Start of Provided records

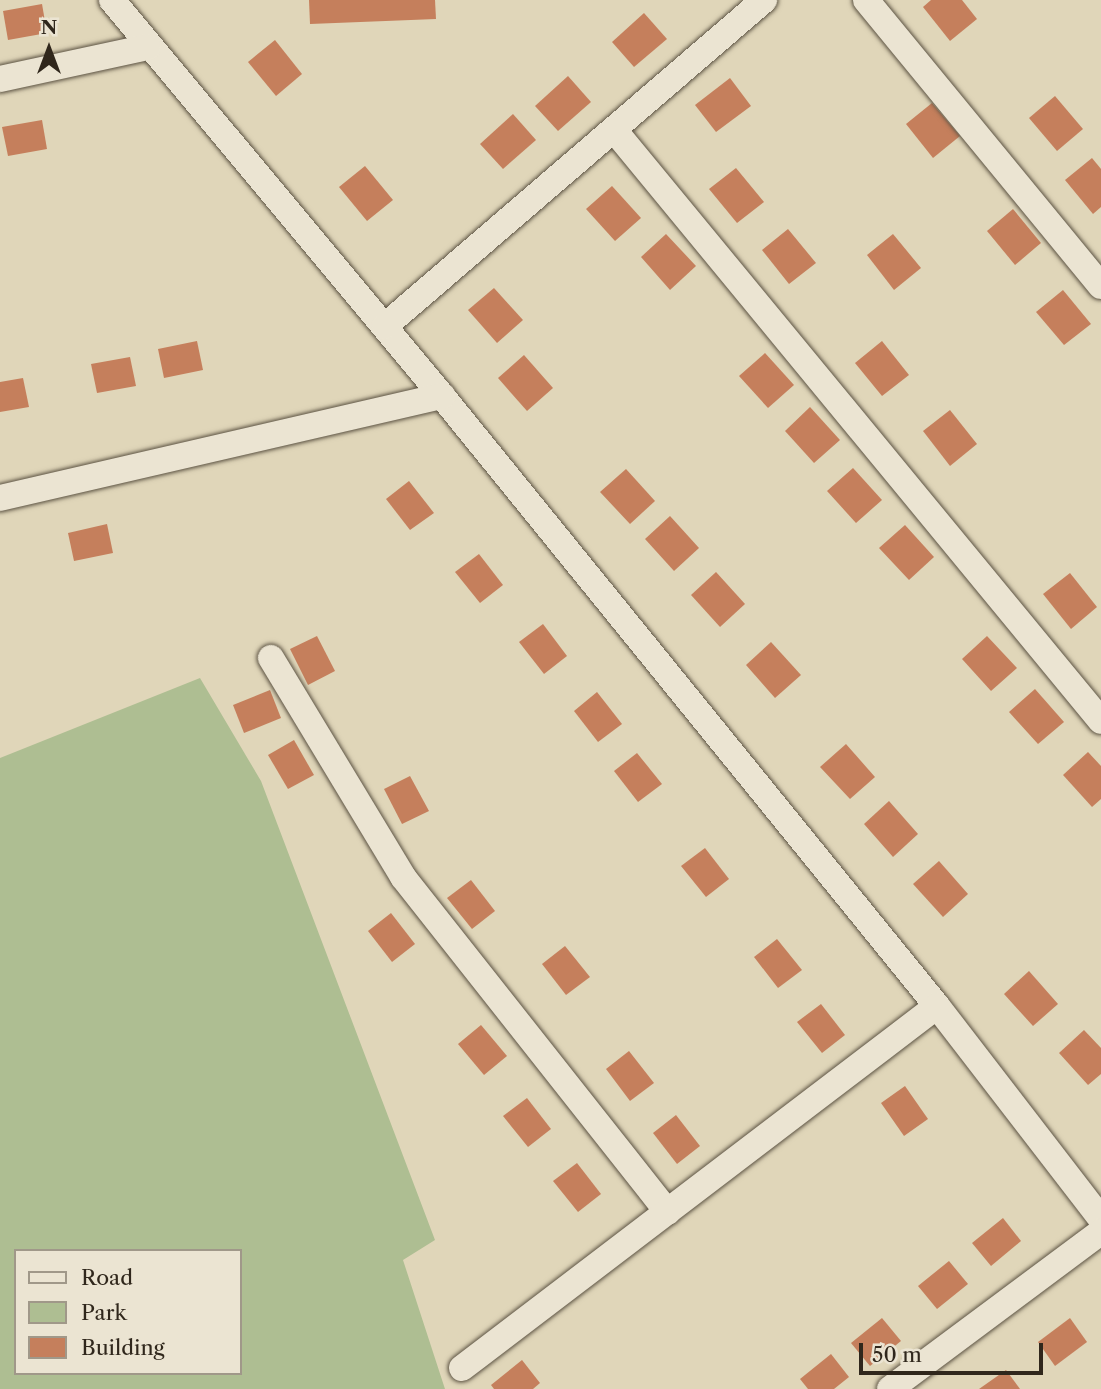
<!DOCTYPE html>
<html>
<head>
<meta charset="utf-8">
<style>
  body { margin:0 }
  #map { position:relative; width:1101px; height:1389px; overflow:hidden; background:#e0d6b9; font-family:"Libre Caslon Text",serif }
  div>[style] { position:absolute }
  .green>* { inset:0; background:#aebe92 }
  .building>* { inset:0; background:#c57f5c }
  .roads { filter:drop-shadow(0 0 2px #5c5343) drop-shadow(0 0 2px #5c5343) }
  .street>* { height:26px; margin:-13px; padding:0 13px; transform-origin:13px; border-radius:13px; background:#ebe4d2 }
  span { translate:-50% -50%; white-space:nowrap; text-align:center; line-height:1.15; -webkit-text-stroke:7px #ebe4d2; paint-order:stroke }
  .legend { position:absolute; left:14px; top:1249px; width:228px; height:126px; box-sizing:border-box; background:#ebe4d2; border:2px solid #a09889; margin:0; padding:9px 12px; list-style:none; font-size:21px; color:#30271c }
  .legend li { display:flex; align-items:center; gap:14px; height:35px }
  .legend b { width:35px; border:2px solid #a09889 }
  .north { position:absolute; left:14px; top:14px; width:70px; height:70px; -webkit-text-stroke:5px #ebe4d2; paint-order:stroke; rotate:0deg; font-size:19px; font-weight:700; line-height:28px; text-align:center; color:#30271c }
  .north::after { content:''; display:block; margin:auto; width:24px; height:32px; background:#30271c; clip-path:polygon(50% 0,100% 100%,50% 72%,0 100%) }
  .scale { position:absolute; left:859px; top:1343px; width:184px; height:32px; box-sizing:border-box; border:4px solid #30271c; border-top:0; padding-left:9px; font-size:21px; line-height:24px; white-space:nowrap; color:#30271c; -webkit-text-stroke:5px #ebe4d2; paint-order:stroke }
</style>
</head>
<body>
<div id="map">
  <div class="green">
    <div style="clip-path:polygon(evenodd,200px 678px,261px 781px,435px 1240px,403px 1260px,445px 1389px,0 1389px,0 758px,200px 678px,16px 1251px,240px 1251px,240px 1373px,16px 1373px,16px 1251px)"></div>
  </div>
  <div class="building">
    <div style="clip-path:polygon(309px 0,435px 0,436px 19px,310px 24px)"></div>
    <div style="clip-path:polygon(931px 0,962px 0,977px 19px,950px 41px,923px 7px)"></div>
    <div style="clip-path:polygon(42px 4px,47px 33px,8px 40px,3px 11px)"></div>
    <div style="clip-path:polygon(644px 13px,667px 39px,634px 67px,612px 42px)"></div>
    <div style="clip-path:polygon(275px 40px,302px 74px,276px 96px,248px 62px)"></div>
    <div style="clip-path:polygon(568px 76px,591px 102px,558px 131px,535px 106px)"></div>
    <div style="clip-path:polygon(730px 78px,751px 106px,716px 132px,695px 105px)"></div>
    <div style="clip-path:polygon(1055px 96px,1083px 129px,1057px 151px,1029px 118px)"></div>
    <div style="clip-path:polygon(932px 103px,960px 136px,933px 158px,906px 124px)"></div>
    <div style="clip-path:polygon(513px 114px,536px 140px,503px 169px,480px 144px)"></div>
    <div style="clip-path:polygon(42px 120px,47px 149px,8px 156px,2px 127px)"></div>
    <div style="clip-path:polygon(1092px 158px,1101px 169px,1101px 207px,1093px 214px,1065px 180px)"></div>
    <div style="clip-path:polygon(365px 166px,393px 200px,367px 221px,339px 187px)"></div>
    <div style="clip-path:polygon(736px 168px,764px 202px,737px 223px,709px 189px)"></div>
    <div style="clip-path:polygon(612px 186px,641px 218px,615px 241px,586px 209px)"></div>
    <div style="clip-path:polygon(1013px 209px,1041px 243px,1015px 265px,987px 231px)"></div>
    <div style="clip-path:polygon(788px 229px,816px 263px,789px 284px,762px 250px)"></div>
    <div style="clip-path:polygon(666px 234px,696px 266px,670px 290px,641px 257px)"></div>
    <div style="clip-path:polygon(893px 234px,921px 268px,894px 290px,867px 255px)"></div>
    <div style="clip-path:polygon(494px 288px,523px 320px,497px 343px,468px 310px)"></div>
    <div style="clip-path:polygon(1063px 290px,1091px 324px,1064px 345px,1036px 312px)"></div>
    <div style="clip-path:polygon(197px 341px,203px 370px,164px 378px,158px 349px)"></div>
    <div style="clip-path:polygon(882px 341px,909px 375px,882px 396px,855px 363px)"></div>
    <div style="clip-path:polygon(765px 353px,794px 385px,768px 408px,739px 376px)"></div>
    <div style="clip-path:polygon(524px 355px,553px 388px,527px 411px,498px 378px)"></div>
    <div style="clip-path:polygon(130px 357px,136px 386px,97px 393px,91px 364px)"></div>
    <div style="clip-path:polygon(23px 378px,29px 407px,0 412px,0 382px)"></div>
    <div style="clip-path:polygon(810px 407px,840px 440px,814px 463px,785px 431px)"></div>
    <div style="clip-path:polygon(950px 410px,977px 444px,950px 466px,923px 431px)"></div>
    <div style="clip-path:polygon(853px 468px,882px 500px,856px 523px,827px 491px)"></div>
    <div style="clip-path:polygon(626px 469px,655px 501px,630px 524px,600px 492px)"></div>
    <div style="clip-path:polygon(409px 481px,434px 513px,410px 530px,386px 499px)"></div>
    <div style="clip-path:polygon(670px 516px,699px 548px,674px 571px,645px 539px)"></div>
    <div style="clip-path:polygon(107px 524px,113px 553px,74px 561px,68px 533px)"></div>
    <div style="clip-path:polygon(905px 525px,934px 557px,909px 580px,879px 548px)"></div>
    <div style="clip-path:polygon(479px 554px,503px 585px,480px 603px,455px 572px)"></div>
    <div style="clip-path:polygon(716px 572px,745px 604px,720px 627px,691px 595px)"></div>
    <div style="clip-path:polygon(1070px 573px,1097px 607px,1071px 629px,1043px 594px)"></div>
    <div style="clip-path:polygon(543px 624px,567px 656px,544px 674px,519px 642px)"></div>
    <div style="clip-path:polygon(317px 636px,335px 671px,308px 685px,290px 649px)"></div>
    <div style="clip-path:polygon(987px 636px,1017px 668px,991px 691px,962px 659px)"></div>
    <div style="clip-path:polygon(771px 642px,801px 675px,775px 698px,746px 665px)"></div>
    <div style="clip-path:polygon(1035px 689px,1064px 722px,1038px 744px,1009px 712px)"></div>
    <div style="clip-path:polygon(270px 690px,281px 718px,244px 733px,233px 705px)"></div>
    <div style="clip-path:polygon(597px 692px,622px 724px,598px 742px,574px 711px)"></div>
    <div style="clip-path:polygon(294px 740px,314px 775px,288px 789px,268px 755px)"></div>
    <div style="clip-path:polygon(846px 744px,875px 777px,850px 799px,820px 767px)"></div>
    <div style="clip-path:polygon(1088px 752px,1101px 766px,1101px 799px,1092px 807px,1063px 775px)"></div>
    <div style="clip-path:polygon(637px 753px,662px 784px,638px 802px,614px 771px)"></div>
    <div style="clip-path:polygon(410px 776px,429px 811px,402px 824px,384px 789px)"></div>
    <div style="clip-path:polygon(889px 801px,918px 834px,893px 857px,864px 824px)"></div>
    <div style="clip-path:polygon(705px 848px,729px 879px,706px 897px,681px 866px)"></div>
    <div style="clip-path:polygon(939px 861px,968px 894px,943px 917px,913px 884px)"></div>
    <div style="clip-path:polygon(471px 880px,495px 911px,472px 929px,447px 898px)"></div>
    <div style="clip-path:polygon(391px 913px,415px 944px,392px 962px,368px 931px)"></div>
    <div style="clip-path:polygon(777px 939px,802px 970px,778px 988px,754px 957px)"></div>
    <div style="clip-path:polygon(565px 946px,590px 977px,566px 995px,542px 964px)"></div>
    <div style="clip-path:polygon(1029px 971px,1058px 1004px,1033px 1026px,1004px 994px)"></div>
    <div style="clip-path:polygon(821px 1004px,845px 1035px,822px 1053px,797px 1022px)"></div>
    <div style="clip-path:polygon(481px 1025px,507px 1056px,484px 1075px,458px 1044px)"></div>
    <div style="clip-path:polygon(1084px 1030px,1101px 1048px,1101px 1074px,1088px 1085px,1059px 1053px)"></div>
    <div style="clip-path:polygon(629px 1051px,654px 1083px,630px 1101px,606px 1069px)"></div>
    <div style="clip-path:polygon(905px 1086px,928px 1119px,904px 1136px,881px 1103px)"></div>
    <div style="clip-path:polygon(527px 1098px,551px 1129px,528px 1147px,503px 1116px)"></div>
    <div style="clip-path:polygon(676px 1115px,700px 1146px,677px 1164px,653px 1133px)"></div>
    <div style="clip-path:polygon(577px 1163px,601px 1194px,578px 1212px,553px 1181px)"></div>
    <div style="clip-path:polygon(1003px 1218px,1021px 1241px,991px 1266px,972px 1243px)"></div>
    <div style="clip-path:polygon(949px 1261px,968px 1284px,937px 1309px,918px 1286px)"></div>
    <div style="clip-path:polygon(882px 1318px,901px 1341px,870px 1366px,851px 1343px)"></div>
    <div style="clip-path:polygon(1070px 1318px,1087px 1342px,1055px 1366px,1038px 1342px)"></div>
    <div style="clip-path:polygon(831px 1354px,849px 1377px,834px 1389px,808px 1389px,800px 1379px)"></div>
    <div style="clip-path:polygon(522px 1360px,540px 1383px,533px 1389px,494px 1389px,491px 1385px)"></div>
    <div style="clip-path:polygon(1006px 1370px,1020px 1389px,979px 1389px)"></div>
  </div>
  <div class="roads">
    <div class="street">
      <div style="left:112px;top:0;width:515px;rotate:50.19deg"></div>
      <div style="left:442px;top:396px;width:786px;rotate:50.94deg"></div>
      <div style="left:937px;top:1006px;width:269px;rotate:52.4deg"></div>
      <div style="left:866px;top:0;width:370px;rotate:50.6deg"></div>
      <div style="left:0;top:79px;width:151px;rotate:-12.2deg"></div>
      <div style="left:615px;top:131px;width:764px;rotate:50.52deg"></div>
      <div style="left:385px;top:326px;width:500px;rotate:-40.7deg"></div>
      <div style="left:0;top:498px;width:454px;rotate:-13deg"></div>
      <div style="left:271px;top:658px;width:256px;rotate:58.9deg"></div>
      <div style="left:403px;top:877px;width:427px;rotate:51.7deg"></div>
      <div style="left:462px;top:1368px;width:597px;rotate:-37.31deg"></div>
      <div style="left:890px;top:1389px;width:263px;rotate:-36.7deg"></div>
    </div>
  </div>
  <ul class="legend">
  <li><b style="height:9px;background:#ebe4d2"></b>Road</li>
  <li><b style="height:19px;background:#aebe92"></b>Park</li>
  <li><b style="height:19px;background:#c57f5c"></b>Building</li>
  </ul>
  <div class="north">N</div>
  <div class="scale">50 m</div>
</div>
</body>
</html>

End of Provided records

* [Activity]: Copy only what lies between the start of the listing above and the line containing "position:absolute; left:14px; top:14px;", inclusive of both ends, exactly as written, and drop the pictures.

* [Solution to the problem]:
<!DOCTYPE html>
<html>
<head>
<meta charset="utf-8">
<style>
  body { margin:0 }
  #map { position:relative; width:1101px; height:1389px; overflow:hidden; background:#e0d6b9; font-family:"Libre Caslon Text",serif }
  div>[style] { position:absolute }
  .green>* { inset:0; background:#aebe92 }
  .building>* { inset:0; background:#c57f5c }
  .roads { filter:drop-shadow(0 0 2px #5c5343) drop-shadow(0 0 2px #5c5343) }
  .street>* { height:26px; margin:-13px; padding:0 13px; transform-origin:13px; border-radius:13px; background:#ebe4d2 }
  span { translate:-50% -50%; white-space:nowrap; text-align:center; line-height:1.15; -webkit-text-stroke:7px #ebe4d2; paint-order:stroke }
  .legend { position:absolute; left:14px; top:1249px; width:228px; height:126px; box-sizing:border-box; background:#ebe4d2; border:2px solid #a09889; margin:0; padding:9px 12px; list-style:none; font-size:21px; color:#30271c }
  .legend li { display:flex; align-items:center; gap:14px; height:35px }
  .legend b { width:35px; border:2px solid #a09889 }
  .north { position:absolute; left:14px; top:14px; width:70px; height:70px; -webkit-text-stroke:5px #ebe4d2; paint-order:stroke; rotate:0deg; font-size:19px; font-weight:700; line-height:28px; text-align:center; color:#30271c }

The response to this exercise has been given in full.